Cabe preguntarse de nuevo qué demonios enfrenta al Gobierno con las altas magistraturas de la justicia. Se habla con insistencia, desde que llegó Sánchez a la Moncloa, de la frialdad, desapego y desconfianza con que acoge el TS los asuntos que le relacionan con el Gobierno. Ha hecho nada para desbloquear la renovación del CGPJ, más de cuatro años en prórroga, y respondió al Gobierno sobre los indultos de los condenados por el procès con un texto demoledor. Pero la otra parte, es decir, el Gobierno, ¿lo ha hecho siempre correctamente? Es una pregunta que quizás pudiera responderse con toda una tesis, pero dicho a lo llano, la respuesta es no.

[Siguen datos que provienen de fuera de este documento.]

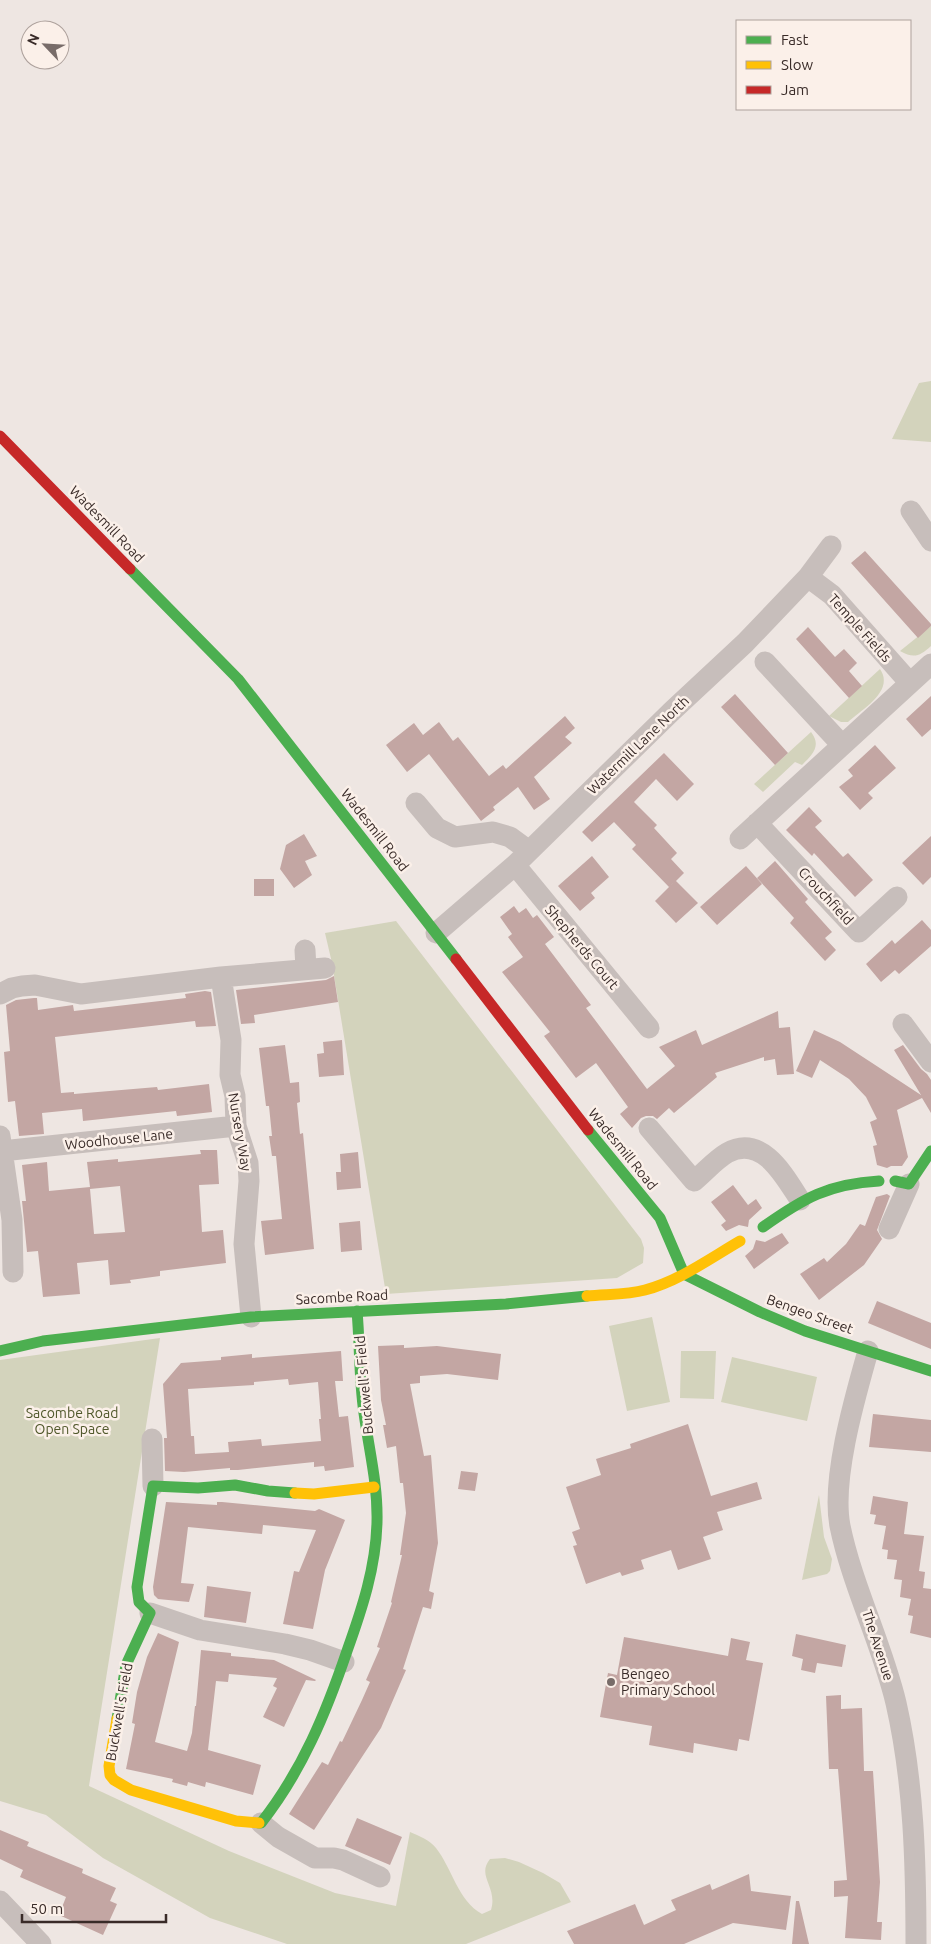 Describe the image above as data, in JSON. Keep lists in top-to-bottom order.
{
  "streets": {
    "street": [
      "Wadesmill Road",
      "Temple Fields",
      "Watermill Lane North",
      "Crouchfield",
      "Shepherds Court",
      "Nursery Way",
      "Woodhouse Lane",
      "Sacombe Road",
      "Bengeo Street",
      "Buckwell's Field",
      "The Avenue"
    ]
  },
  "crossings": [
    ["Wadesmill Road", "Watermill Lane North"],
    ["Wadesmill Road", "Sacombe Road"],
    ["Wadesmill Road", "Bengeo Street"],
    ["Temple Fields", "Watermill Lane North"],
    ["Watermill Lane North", "Shepherds Court"],
    ["Nursery Way", "Woodhouse Lane"],
    ["Nursery Way", "Sacombe Road"],
    ["Sacombe Road", "Bengeo Street"],
    ["Sacombe Road", "Buckwell's Field"],
    ["Bengeo Street", "The Avenue"]
  ],
  "parks": ["Sacombe Road Open Space"],
  "places": ["Bengeo Primary School"],
  "legend": ["Fast", "Slow", "Jam"],
  "scale_bar": "50 m",
  "north": "top left"
}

Las sensaciones que traslada siempre Moncloa cuando sufre un revés del TS, Tribunal Constitucional (TC) o la misma Audiencia Nacional (AN), son como si el presidente Sánchez recibiera un fortísimo golpe en el estómago. Encaja esos varapalos de ese otro poder del Estado, pero nunca acaba por digerirlos. Ha tenido hasta tres ministros de Justicia y poco parece haber cambiado. Y hasta removió también a la vicepresidenta Carmen Calvo que coordinaba esta materia. Su cambio ha tenido el mismo resultado que con la mudanza de ministros: ninguno. Quién diría que un presidente tan político y activamente presente iba a fallar tanto en esta área crítica, incluso teniendo que luchar con la derecha más caníbal y radical de los últimos años en España. Es el ala política del Gobierno la que está tocada, desconcertada y débil: en crisis.

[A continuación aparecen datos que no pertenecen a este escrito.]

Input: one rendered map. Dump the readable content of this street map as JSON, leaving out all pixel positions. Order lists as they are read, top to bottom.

Va a hacer cuarenta años de cuando se produjo una cierta crisis en el primer gobierno de Felipe González. Miguel Boyer, ministro de Economía y Hacienda, comentó en un encuentro con periodistas en la universidad de verano Menéndez Pelayo, de Santander, que el área económica del Gobierno marchaba bien, pero no así la política que gestionaba Alfonso Guerra. Alfonso, el Canijo, debió recibir en el estómago un trastazo parecido a los que encaja Sánchez de parte de las altas magistraturas judiciales. Ahora, el tema es bien diferente, sobre todo porque Nadia Calviño no tiene la soberbia de Miguel Boyer y mucho menos, sus resabios políticos. Sin embargo, podría decirlo en este momento con mejores argumentos y resultados que el fallecido ministro. No lo hará.

 

«Los fantasmas del pasado vienen ganando batallas en Internet».

 

Sin embargo, estamos ante hechos parecidos. Ha resultado que los años más difíciles para la economía española desde la crisis del 2008 (pandemia mundial y consecuencias de la guerra en Crimea) se saldan con los mejores números de Europa. Así que el PP se ve obligado a tirar de los harapos del procès, la vigencia de ETA, la llegada del comunismo y una inconcebible dictadura sanchista para encarar el año electoral. Y con esta adarga por toda arma, resulta que crece en intención de voto.

¿Qué ha pasado aquí? La gran política es un arte mayor sin reglas precisas que acaba siendo aprobada o desechada con la exactitud matemática del voto. Es casi tan poco predecible como la vida. En el tiempo presente de consumo masivo, libertades, viajes, enormes fortunas y pobreza en crecimiento, resulta que los fantasmas del pasado vienen ganando batallas en la palestra de Internet con tal suficiencia que han comenzado a interesar y parecer necesarios a demasiados votantes. Es aquí donde se están jugando los vencedores. Aquí está la política hoy. En la comunicación o la desinformación. En el combate dentro de la basura contra el monstruo de la intransigencia que viene zumbando contra la democracia.

Para el político que se desempeña en responsabilidades económicas puede tener gran valor su currículo, másters y experiencias en grandes instituciones económicas nacionales o internacionales. No es el caso de quien se desempeña en labores políticas estrictas: iniciativas, debates y acuerdos. Lo determinante en esta especie de políticos es tener cuajo y cintura (siempre Cassius Clay, nunca Frazier) y unos espolones enormes y entrenados siempre en el corral de los gallos viejos. Esto no va de crestas tiesas y rojísimas, sino de oficio; de haber participado en innumerables refriegas políticas (también batallas) y haber perdido algunas de ellas.